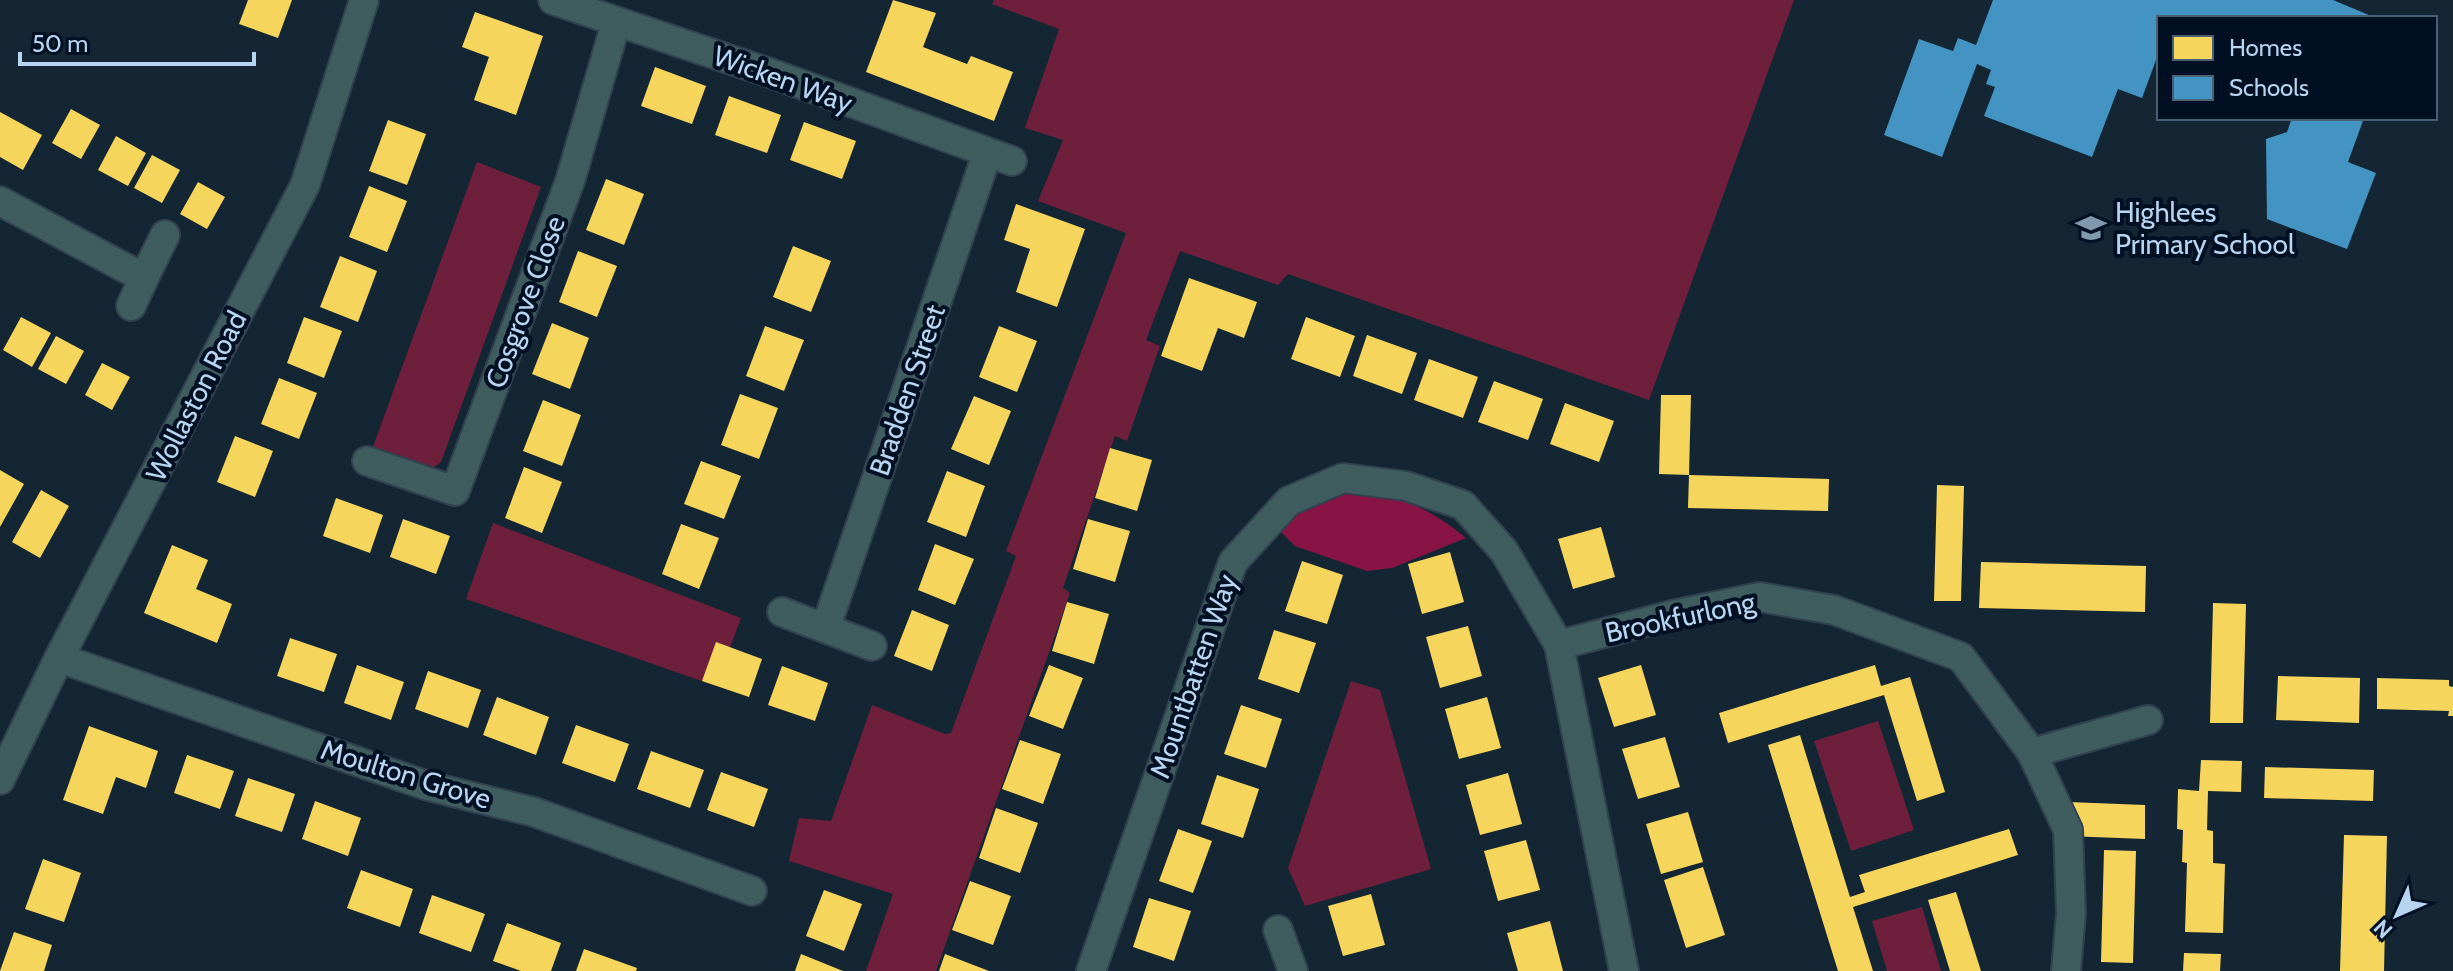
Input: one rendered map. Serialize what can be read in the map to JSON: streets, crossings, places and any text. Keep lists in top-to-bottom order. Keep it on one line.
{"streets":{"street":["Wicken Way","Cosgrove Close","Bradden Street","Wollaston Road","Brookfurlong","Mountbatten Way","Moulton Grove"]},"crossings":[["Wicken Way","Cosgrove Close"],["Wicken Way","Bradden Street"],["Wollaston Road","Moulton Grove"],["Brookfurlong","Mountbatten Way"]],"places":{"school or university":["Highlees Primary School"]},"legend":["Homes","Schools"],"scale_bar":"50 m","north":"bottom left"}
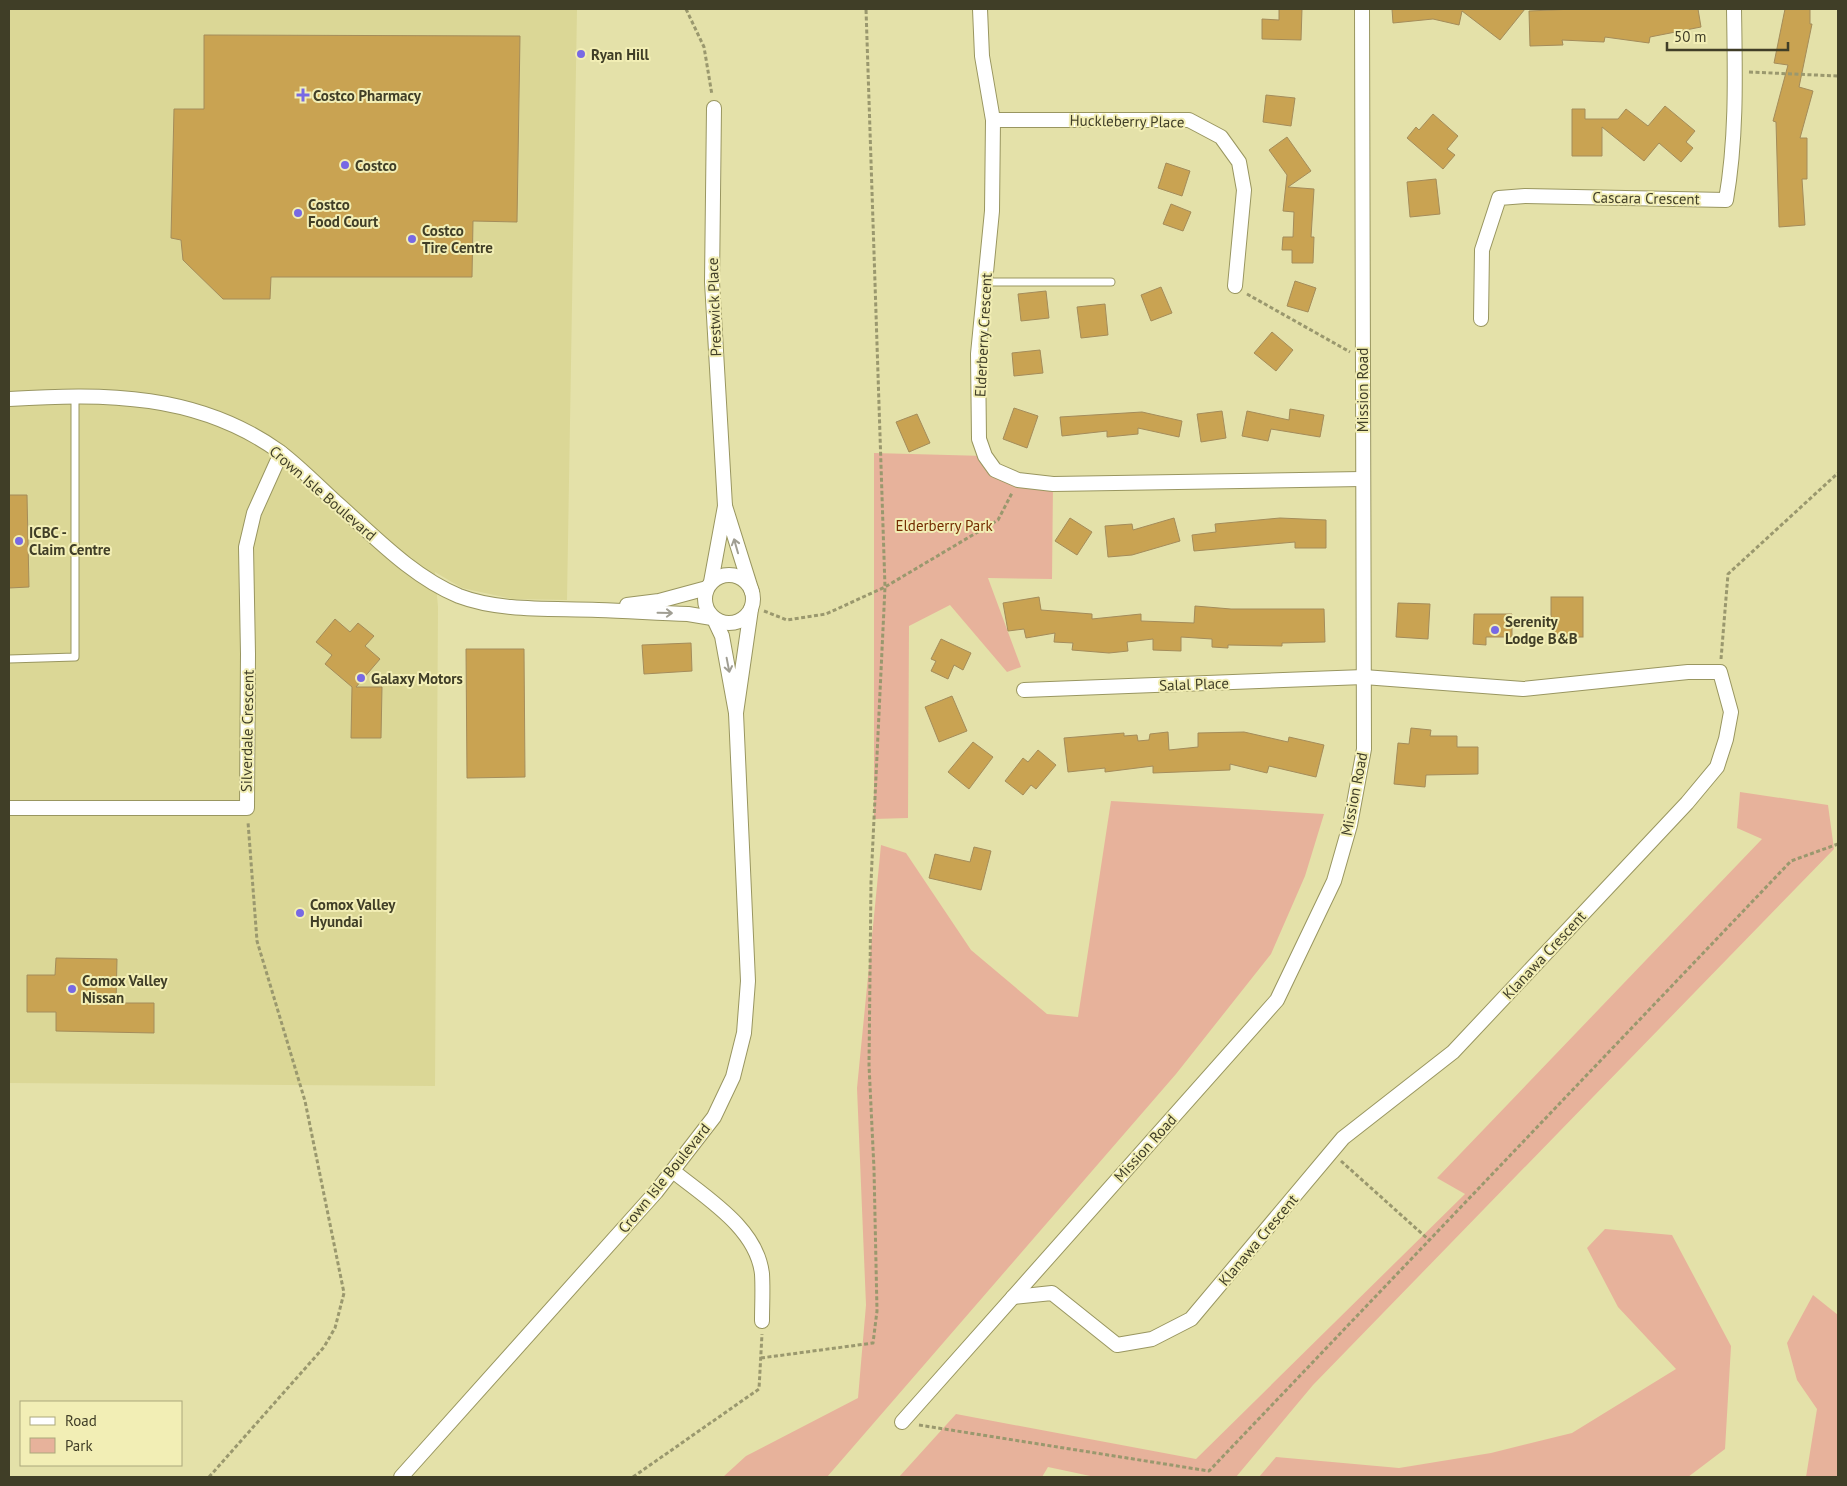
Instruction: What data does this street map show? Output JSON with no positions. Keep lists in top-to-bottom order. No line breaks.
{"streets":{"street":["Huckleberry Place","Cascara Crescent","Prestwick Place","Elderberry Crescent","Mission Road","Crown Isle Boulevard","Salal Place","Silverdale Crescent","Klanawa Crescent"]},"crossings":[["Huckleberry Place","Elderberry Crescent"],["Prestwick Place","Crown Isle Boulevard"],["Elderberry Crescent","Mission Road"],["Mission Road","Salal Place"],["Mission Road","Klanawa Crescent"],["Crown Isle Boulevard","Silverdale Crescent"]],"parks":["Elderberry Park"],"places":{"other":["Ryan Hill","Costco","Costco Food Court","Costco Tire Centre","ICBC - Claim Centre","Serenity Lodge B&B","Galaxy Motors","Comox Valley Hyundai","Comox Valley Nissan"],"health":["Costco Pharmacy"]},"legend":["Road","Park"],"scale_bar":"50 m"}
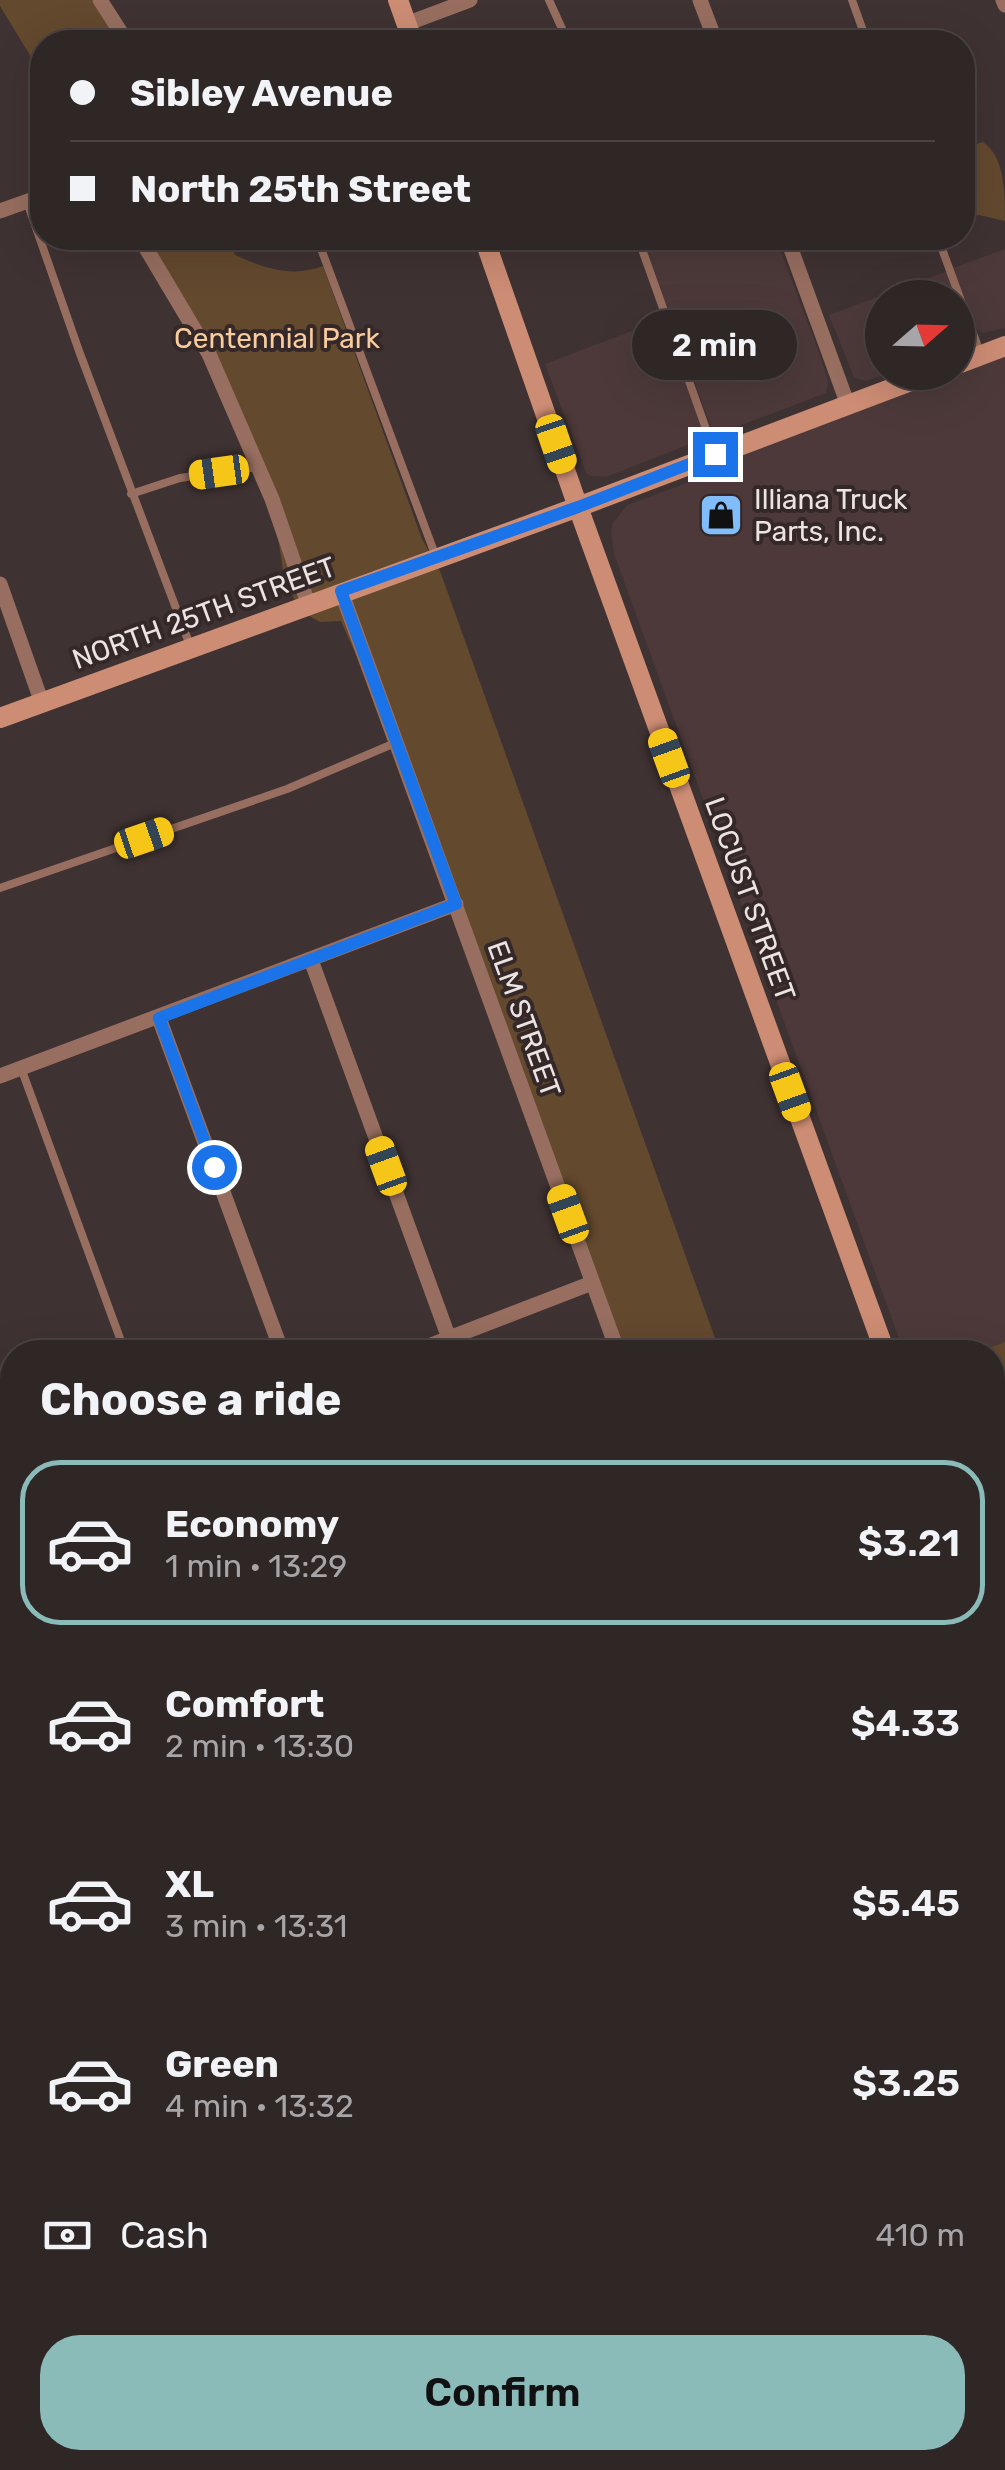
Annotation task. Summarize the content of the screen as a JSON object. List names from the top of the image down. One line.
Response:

▶ [Task to carry out]:
Once the pictures are removed, set down what remains of the entries above exactly.

▶ [Completed task]:
Input: one rendered map. Serialize what can be read in the map to JSON: streets, crossings, places and any text. Keep lists in top-to-bottom order. Keep it on one line.
{"streets":{"street":["Wicken Way","Cosgrove Close","Bradden Street","Wollaston Road","Brookfurlong","Mountbatten Way","Moulton Grove"]},"crossings":[["Wicken Way","Cosgrove Close"],["Wicken Way","Bradden Street"],["Wollaston Road","Moulton Grove"],["Brookfurlong","Mountbatten Way"]],"places":{"school or university":["Highlees Primary School"]},"legend":["Homes","Schools"],"scale_bar":"50 m","north":"bottom left"}
Instruction: What data does this street map show? Output JSON with no positions. Keep lists in top-to-bottom order. No line breaks.
{"streets":{"street":["Huckleberry Place","Cascara Crescent","Prestwick Place","Elderberry Crescent","Mission Road","Crown Isle Boulevard","Salal Place","Silverdale Crescent","Klanawa Crescent"]},"crossings":[["Huckleberry Place","Elderberry Crescent"],["Prestwick Place","Crown Isle Boulevard"],["Elderberry Crescent","Mission Road"],["Mission Road","Salal Place"],["Mission Road","Klanawa Crescent"],["Crown Isle Boulevard","Silverdale Crescent"]],"parks":["Elderberry Park"],"places":{"other":["Ryan Hill","Costco","Costco Food Court","Costco Tire Centre","ICBC - Claim Centre","Serenity Lodge B&B","Galaxy Motors","Comox Valley Hyundai","Comox Valley Nissan"],"health":["Costco Pharmacy"]},"legend":["Road","Park"],"scale_bar":"50 m"}
Annotation task. Summarize the content of the screen as a JSON object. List names from the top of the image down. One line.
Response:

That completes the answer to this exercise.